▶ AIM OF THE TASK: Lines in the records below that contain the word "solid" must each be copied.

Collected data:
▬▬▬
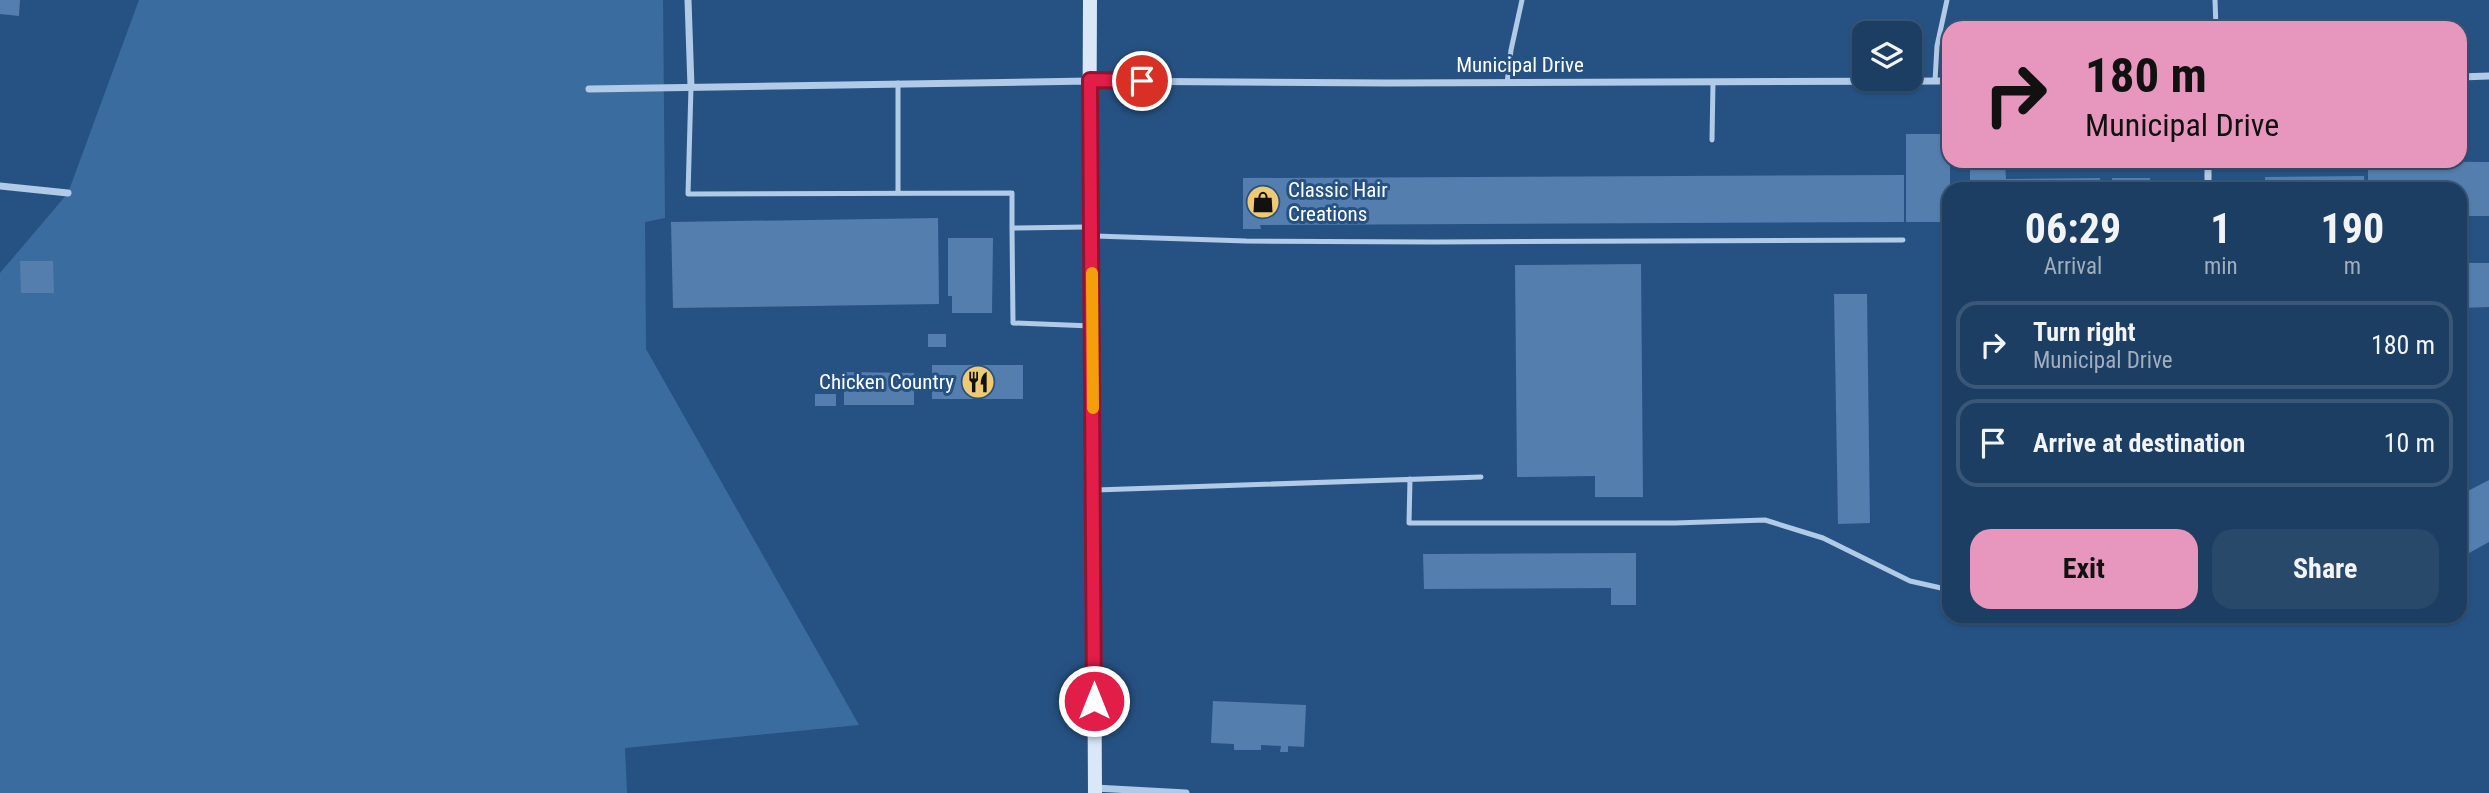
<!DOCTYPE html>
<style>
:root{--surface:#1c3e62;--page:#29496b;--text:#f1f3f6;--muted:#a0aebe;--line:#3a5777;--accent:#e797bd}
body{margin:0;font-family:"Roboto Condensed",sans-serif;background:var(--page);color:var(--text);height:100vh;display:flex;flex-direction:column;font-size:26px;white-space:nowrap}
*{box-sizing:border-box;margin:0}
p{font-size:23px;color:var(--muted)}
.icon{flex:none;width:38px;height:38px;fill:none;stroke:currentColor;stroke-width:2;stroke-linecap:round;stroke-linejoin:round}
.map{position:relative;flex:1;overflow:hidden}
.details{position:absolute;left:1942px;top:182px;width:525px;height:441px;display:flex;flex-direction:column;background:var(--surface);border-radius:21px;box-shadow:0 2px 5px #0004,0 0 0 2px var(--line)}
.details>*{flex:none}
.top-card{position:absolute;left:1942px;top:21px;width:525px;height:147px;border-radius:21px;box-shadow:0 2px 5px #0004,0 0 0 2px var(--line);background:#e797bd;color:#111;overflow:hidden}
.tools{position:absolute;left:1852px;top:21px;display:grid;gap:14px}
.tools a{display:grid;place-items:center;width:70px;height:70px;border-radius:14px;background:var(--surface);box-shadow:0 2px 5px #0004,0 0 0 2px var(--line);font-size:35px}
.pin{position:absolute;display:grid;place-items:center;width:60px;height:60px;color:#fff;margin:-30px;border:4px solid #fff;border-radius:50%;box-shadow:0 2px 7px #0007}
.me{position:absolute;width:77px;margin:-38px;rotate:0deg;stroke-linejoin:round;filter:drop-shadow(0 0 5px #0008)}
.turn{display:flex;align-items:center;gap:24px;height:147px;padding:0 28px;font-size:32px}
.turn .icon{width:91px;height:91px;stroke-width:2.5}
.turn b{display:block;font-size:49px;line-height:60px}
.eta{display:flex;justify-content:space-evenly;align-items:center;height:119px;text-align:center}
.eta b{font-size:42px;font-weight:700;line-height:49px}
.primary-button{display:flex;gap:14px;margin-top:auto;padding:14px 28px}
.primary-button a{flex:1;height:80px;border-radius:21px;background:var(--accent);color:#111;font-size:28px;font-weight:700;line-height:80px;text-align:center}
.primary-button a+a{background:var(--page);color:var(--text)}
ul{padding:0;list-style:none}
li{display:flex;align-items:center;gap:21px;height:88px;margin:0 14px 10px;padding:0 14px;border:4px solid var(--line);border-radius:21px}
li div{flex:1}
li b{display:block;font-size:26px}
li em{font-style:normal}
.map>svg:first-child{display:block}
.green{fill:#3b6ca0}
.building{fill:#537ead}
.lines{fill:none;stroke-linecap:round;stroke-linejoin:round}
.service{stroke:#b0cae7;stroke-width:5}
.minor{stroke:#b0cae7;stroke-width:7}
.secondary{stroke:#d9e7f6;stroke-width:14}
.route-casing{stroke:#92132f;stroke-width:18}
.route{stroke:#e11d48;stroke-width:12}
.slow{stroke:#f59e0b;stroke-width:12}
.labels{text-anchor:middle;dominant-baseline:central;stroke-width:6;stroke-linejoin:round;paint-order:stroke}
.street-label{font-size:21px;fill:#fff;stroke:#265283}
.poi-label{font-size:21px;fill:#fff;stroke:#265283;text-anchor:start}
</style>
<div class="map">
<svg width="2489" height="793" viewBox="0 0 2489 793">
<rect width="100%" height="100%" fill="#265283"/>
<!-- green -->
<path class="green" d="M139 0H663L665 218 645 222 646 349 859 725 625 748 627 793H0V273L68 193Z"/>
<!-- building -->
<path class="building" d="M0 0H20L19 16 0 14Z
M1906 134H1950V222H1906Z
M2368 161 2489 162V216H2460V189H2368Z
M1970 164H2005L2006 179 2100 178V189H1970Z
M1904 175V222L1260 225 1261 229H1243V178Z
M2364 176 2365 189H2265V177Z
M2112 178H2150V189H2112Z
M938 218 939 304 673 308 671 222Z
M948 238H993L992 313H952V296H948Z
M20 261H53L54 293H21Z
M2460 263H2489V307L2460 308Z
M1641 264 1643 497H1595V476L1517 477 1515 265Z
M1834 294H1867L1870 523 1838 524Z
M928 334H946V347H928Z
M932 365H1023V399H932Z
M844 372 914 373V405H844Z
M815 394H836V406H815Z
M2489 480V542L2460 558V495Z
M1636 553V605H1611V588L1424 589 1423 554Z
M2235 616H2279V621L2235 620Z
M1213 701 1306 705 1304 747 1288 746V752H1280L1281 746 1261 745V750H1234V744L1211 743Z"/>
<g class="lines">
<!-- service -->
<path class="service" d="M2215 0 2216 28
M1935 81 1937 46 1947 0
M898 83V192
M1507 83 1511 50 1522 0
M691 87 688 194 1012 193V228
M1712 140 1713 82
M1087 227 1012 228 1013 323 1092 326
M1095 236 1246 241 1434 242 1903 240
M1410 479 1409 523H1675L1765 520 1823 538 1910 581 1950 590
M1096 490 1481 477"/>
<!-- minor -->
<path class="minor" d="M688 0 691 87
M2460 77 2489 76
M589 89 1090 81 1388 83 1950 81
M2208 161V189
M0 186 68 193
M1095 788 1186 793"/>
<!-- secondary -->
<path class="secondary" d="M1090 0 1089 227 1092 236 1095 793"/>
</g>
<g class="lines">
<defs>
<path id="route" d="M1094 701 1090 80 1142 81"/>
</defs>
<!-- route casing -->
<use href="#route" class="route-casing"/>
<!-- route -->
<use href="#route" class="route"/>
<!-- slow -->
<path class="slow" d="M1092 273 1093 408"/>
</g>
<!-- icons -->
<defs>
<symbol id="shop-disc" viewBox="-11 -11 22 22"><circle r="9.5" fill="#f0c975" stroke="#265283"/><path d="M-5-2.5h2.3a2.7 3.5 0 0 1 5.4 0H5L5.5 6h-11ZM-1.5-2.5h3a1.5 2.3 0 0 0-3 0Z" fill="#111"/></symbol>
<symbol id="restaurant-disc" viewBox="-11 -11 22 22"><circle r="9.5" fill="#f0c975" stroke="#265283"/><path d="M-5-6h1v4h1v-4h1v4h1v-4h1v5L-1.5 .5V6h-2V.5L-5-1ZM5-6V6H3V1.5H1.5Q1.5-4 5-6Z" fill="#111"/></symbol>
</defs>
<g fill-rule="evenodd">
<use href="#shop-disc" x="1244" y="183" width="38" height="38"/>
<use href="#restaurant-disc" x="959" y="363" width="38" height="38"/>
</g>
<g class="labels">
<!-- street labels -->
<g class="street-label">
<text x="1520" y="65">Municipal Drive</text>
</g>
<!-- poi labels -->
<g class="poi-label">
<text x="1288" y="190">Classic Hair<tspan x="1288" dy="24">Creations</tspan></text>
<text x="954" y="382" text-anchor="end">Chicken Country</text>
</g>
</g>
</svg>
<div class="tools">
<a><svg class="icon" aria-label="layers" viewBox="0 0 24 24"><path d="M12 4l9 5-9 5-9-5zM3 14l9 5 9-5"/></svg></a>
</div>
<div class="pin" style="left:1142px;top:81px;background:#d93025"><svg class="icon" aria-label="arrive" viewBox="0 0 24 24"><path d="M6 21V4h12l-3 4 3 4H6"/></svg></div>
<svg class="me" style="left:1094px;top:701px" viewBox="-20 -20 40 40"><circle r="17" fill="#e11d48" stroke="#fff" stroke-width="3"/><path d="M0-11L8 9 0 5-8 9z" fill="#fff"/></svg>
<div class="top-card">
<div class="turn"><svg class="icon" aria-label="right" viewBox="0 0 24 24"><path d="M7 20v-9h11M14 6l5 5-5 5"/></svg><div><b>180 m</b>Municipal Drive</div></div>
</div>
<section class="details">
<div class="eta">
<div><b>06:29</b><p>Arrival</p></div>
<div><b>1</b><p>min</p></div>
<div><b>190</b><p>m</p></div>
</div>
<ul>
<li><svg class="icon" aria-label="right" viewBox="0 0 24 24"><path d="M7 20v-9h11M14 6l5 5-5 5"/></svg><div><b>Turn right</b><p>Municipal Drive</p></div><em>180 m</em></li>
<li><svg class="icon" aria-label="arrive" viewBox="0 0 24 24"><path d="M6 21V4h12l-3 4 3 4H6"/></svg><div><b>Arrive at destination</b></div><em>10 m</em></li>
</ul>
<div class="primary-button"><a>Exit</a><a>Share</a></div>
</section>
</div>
▬▬▬
▶ SOLVED EXERCISE:
.pin{position:absolute;display:grid;place-items:center;width:60px;height:60px;color:#fff;margin:-30px;border:4px solid #fff;border-radius:50%;box-shadow:0 2px 7px #0007}
li{display:flex;align-items:center;gap:21px;height:88px;margin:0 14px 10px;padding:0 14px;border:4px solid var(--line);border-radius:21px}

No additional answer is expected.